At Area 25, far away from public view, Taylor’s giant spaceship would launch from eight 250-foot-tall towers. Blastoff would mean Orion would rise out of a column of nuclear energy released by exploding atomic bombs. “It would have been the most sensational thing anyone ever saw,” Taylor told his biographer John McPhee. But when the Air Force took over the project, they had an entirely different vision in mind. ARPA and the Air Force reconfigured Orion into a space-based battleship. From high above Earth, a USS Orion could be used to launch attacks against enemy targets using nuclear missiles. Thanks to Orion’s nuclear-propulsion technology, the spaceship could make extremely fast defensive maneuvers, avoiding any Russian nuclear missiles that might come its way. It would be able to withstand the blast from a one-megaton bomb from only five hundred feet away.
For a period of time in the early 1960s the Air Force believed Orion was going to be invincible. “Whoever builds Orion will control the Earth!” declared General Thomas S. Power of the Strategic Air Command. But no one built Orion. After atmospheric nuclear tests were banned in 1963, the project was indefinitely suspended. Still wanting to get men to Mars, NASA and the Air Force turned their attention to nuclear-powered rockets. From now on, there would be no nuclear explosions in the atmosphere at Jackass Flats—at least not officially. Instead, the nuclear energy required for the Mars spaceship would be contained in a flying reactor, with fuel rods producing nuclear energy behind barriers that were lightweight enough for space travel but not so thin as to cook the astronauts inside. The project was now called NERVA, which stood for Nuclear Engine Rocket Vehicle Application. The facility had a public name, even though no one from the public could go there. It was called the Nuclear Rocket Test Facility at Jackass Flats. A joint NASA/Atomic Energy Commission office was created to manage the program, called the Space Nuclear Propulsion Office, or SNPO.
For T. D. Barnes, working on the NERVA nuclear reactor was a bit of a stretch—his area of expertise was missile and radar technologies. But when things got slow over at Area 51 in the late 1960s, Barnes, a member of EG&G Special Projects team, would be dispatched over to Area 25 to work on the NERVA program. Even though NERVA had been sold to Congress as a public program, all its data was classified, as were the day-to-day goings-on in Area 25. Barnes’s workstation could not have been more hidden from the public. It was underground, built into the side of a mountain that rose up from the flat desert landscape. Each morning Barnes and his fellow Q-cleared coworkers who lived in and around Las Vegas parked in employee parking lots down at the entrance to the Nevada Test Site, at Camp Mercury, and were then shuttled out to Jackass Flats in Atomic Energy Commission motor pool vans. “Some of the people working on NERVA lived in Beatty and Amargosa Valley and drove to the tunnel themselves,” Barnes adds.
All NERVA employees entered work through a small portal in the side of the mountain, “shaped like the entrance to an old mining shaft, but spiffed up a bit,” Barnes recalls, remembering “large steel doors and huge air pipes curving down from the mesas and entering the tunnel.” Inside, the concrete tunnel was long and straight and ran into the earth “as far as the eye could see.” Atomic Energy Commission records indicate the underground tunnel was 1,150 feet long.
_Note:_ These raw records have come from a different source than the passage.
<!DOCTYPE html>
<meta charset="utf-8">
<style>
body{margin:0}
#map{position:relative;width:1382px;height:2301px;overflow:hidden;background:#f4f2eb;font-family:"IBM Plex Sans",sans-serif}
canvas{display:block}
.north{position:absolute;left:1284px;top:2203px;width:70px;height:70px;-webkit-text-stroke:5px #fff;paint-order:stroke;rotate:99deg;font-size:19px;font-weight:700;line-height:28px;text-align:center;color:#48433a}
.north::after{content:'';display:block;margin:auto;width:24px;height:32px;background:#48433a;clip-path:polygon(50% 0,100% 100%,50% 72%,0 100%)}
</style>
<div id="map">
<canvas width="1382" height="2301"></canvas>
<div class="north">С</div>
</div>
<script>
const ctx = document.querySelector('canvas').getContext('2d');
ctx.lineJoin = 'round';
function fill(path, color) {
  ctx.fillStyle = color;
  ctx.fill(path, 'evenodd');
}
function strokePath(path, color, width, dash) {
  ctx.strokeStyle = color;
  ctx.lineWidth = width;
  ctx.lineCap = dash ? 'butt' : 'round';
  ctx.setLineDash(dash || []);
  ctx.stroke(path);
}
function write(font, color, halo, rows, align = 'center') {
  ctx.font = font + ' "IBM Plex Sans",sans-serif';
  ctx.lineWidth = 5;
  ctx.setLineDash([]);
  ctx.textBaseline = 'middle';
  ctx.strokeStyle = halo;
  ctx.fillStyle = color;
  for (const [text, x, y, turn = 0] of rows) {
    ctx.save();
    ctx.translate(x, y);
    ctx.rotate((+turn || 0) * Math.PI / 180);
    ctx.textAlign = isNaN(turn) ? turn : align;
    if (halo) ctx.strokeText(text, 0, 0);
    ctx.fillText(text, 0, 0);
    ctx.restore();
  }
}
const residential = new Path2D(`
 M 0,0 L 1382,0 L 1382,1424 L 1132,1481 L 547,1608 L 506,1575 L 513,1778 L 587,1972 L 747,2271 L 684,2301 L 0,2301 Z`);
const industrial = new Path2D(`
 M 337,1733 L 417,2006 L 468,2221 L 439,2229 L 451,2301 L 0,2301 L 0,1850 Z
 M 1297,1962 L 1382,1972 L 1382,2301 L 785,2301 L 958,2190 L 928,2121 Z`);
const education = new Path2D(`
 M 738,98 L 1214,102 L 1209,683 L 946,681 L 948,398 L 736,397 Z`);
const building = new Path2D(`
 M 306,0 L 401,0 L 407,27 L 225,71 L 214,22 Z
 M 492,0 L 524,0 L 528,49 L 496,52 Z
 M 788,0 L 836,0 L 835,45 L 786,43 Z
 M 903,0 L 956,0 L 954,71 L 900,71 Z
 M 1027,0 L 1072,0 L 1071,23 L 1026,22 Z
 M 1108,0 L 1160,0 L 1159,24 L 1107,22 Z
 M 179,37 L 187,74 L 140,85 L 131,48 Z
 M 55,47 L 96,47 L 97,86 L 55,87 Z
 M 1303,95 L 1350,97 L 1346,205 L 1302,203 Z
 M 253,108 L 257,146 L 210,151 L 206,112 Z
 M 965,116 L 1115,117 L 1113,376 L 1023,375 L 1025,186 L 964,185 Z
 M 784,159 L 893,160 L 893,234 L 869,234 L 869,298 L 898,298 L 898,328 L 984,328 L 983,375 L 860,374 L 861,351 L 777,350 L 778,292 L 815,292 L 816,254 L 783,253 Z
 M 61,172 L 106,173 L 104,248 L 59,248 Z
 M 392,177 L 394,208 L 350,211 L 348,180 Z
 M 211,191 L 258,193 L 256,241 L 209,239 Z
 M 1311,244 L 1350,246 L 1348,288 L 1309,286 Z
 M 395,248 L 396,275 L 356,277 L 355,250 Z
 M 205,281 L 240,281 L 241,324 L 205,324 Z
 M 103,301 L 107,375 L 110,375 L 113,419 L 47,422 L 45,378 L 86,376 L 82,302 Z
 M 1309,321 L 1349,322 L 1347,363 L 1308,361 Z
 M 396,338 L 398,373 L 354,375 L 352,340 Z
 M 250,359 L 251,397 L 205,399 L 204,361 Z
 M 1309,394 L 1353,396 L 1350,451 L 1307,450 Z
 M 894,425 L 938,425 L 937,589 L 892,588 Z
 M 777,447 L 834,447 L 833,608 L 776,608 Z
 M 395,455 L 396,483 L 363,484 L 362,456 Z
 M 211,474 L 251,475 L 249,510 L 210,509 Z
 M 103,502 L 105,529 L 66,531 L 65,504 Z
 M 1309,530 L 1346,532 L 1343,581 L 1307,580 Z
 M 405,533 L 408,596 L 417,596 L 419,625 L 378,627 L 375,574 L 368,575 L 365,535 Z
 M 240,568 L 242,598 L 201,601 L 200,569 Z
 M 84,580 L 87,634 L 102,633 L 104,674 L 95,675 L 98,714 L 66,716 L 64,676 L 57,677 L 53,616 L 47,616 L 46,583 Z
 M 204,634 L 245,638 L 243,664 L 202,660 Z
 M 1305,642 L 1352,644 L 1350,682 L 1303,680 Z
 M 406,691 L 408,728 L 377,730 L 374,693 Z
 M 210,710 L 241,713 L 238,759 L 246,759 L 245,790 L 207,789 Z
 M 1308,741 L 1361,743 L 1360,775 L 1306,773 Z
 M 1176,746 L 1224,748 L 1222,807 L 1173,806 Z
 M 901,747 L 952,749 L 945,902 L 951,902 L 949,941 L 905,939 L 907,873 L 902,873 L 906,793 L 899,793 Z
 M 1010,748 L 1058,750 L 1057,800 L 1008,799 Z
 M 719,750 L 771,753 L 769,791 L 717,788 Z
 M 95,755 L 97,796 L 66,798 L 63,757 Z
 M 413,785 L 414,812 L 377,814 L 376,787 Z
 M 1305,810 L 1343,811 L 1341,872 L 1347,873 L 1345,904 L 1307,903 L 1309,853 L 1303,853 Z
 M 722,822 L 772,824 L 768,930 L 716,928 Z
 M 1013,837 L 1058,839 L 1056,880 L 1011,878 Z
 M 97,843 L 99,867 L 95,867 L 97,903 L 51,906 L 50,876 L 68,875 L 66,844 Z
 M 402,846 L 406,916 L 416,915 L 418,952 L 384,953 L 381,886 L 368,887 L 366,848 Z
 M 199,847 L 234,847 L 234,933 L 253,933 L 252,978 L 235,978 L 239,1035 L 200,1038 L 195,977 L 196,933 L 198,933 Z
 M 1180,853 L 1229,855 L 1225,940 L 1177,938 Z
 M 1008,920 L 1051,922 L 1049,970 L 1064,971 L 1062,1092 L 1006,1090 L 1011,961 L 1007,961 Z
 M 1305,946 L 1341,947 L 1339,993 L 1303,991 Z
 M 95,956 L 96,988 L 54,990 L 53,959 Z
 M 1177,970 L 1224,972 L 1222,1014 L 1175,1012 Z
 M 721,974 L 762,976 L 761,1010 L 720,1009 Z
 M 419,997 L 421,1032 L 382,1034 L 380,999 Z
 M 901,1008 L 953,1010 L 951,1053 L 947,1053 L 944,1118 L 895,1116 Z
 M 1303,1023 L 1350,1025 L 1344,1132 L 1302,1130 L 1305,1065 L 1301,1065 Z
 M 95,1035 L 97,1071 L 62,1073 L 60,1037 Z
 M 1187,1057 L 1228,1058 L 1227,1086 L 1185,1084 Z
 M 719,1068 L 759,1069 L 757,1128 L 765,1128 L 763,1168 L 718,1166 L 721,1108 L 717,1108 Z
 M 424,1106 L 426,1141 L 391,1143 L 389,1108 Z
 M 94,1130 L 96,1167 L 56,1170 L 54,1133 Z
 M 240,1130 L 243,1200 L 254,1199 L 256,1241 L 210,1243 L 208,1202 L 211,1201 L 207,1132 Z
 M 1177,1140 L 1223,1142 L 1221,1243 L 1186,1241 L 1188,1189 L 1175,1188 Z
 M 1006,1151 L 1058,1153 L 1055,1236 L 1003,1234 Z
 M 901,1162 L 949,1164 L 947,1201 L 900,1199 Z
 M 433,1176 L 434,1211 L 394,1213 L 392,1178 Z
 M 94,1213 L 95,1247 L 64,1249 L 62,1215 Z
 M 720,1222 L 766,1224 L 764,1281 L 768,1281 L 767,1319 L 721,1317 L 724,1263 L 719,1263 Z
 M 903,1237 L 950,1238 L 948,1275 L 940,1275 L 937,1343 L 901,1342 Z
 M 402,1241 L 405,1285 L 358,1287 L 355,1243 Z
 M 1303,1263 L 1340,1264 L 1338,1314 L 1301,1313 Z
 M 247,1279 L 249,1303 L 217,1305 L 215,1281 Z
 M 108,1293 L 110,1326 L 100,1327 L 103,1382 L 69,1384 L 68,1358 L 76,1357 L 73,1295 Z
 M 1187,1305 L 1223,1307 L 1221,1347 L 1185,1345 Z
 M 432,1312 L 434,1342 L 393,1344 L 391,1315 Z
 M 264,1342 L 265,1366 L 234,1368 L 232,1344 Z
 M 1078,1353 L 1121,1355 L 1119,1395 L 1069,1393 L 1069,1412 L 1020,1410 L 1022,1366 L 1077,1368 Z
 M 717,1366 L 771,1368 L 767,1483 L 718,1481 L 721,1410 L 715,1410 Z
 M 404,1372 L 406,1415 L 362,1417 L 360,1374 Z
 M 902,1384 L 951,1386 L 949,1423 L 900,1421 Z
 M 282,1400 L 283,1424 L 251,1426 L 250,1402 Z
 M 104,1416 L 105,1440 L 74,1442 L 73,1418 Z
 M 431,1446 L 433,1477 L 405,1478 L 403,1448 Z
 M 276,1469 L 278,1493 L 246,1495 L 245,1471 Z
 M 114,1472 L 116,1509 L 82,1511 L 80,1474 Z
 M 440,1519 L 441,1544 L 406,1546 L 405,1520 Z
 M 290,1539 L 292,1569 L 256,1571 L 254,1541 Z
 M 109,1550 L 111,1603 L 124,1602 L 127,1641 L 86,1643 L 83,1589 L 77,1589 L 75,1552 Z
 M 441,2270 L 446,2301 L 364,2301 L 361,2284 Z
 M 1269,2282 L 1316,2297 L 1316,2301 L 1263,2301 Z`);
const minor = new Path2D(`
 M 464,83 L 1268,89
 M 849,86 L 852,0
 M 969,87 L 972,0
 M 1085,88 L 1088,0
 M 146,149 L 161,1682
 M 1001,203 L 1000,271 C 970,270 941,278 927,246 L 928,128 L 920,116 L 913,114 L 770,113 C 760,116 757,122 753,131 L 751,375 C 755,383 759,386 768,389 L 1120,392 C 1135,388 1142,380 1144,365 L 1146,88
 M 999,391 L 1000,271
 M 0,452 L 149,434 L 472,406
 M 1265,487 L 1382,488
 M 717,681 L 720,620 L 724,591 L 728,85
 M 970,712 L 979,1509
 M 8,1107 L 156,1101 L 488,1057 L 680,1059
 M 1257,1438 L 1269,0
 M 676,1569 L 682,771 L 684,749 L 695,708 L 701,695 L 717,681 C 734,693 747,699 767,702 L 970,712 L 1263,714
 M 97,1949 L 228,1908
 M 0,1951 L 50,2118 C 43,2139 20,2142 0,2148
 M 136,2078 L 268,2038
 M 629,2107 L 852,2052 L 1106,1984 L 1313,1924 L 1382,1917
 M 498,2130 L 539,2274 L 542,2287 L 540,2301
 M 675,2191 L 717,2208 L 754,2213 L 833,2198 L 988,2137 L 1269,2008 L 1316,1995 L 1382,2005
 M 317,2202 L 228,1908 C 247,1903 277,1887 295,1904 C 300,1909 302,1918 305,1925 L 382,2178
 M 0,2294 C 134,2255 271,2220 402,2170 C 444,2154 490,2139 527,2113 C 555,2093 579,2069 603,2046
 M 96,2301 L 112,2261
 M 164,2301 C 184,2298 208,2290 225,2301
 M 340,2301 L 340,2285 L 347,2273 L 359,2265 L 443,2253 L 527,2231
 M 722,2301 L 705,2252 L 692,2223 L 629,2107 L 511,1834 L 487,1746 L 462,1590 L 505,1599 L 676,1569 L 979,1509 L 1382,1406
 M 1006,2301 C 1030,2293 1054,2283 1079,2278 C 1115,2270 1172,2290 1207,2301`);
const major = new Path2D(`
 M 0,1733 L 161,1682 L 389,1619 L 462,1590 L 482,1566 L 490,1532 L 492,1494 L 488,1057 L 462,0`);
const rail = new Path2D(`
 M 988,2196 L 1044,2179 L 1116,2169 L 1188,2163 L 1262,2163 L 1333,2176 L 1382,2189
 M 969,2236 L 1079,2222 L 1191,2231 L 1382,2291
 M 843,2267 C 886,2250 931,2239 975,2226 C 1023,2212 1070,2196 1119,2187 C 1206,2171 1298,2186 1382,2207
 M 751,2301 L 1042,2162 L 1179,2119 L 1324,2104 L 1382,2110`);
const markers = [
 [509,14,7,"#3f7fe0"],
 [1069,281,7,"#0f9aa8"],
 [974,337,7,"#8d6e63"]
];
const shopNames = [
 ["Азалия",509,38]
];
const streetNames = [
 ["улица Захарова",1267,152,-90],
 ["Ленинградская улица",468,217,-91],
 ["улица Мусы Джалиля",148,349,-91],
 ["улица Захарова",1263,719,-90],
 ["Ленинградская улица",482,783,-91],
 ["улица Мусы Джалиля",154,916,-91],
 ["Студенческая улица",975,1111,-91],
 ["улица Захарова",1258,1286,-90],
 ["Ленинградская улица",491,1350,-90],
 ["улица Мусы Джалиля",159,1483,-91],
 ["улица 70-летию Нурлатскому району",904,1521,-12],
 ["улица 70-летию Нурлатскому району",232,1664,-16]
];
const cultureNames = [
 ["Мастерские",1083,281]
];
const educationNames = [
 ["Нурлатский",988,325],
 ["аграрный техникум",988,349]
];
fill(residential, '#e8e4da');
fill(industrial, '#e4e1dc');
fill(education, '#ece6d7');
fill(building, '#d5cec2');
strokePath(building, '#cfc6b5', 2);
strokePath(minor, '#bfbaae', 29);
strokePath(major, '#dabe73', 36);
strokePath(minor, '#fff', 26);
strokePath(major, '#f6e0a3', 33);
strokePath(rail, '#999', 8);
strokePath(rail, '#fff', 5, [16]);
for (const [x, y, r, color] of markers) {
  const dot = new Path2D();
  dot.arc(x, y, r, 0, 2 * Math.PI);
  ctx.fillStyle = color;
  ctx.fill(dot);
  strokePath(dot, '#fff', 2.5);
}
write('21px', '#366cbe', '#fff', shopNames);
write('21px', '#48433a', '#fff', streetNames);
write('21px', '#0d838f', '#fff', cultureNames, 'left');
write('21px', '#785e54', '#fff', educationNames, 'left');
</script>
Barnes remembered it being brightly lit and sparkling clean. “There were exposed air duct pipes running the length of the tunnel as well as several layers of metal cable trays, which were used to transport heavy items into and out of the tunnel,” he says. “The ceiling was about eight feet tall, and men walked through it no more than two abreast.” There was also a tarantula problem at Jackass Flats, which meant every now and then, Barnes and his colleagues would spot a large hairy spider running down the tunnel floors or scampering along its walls.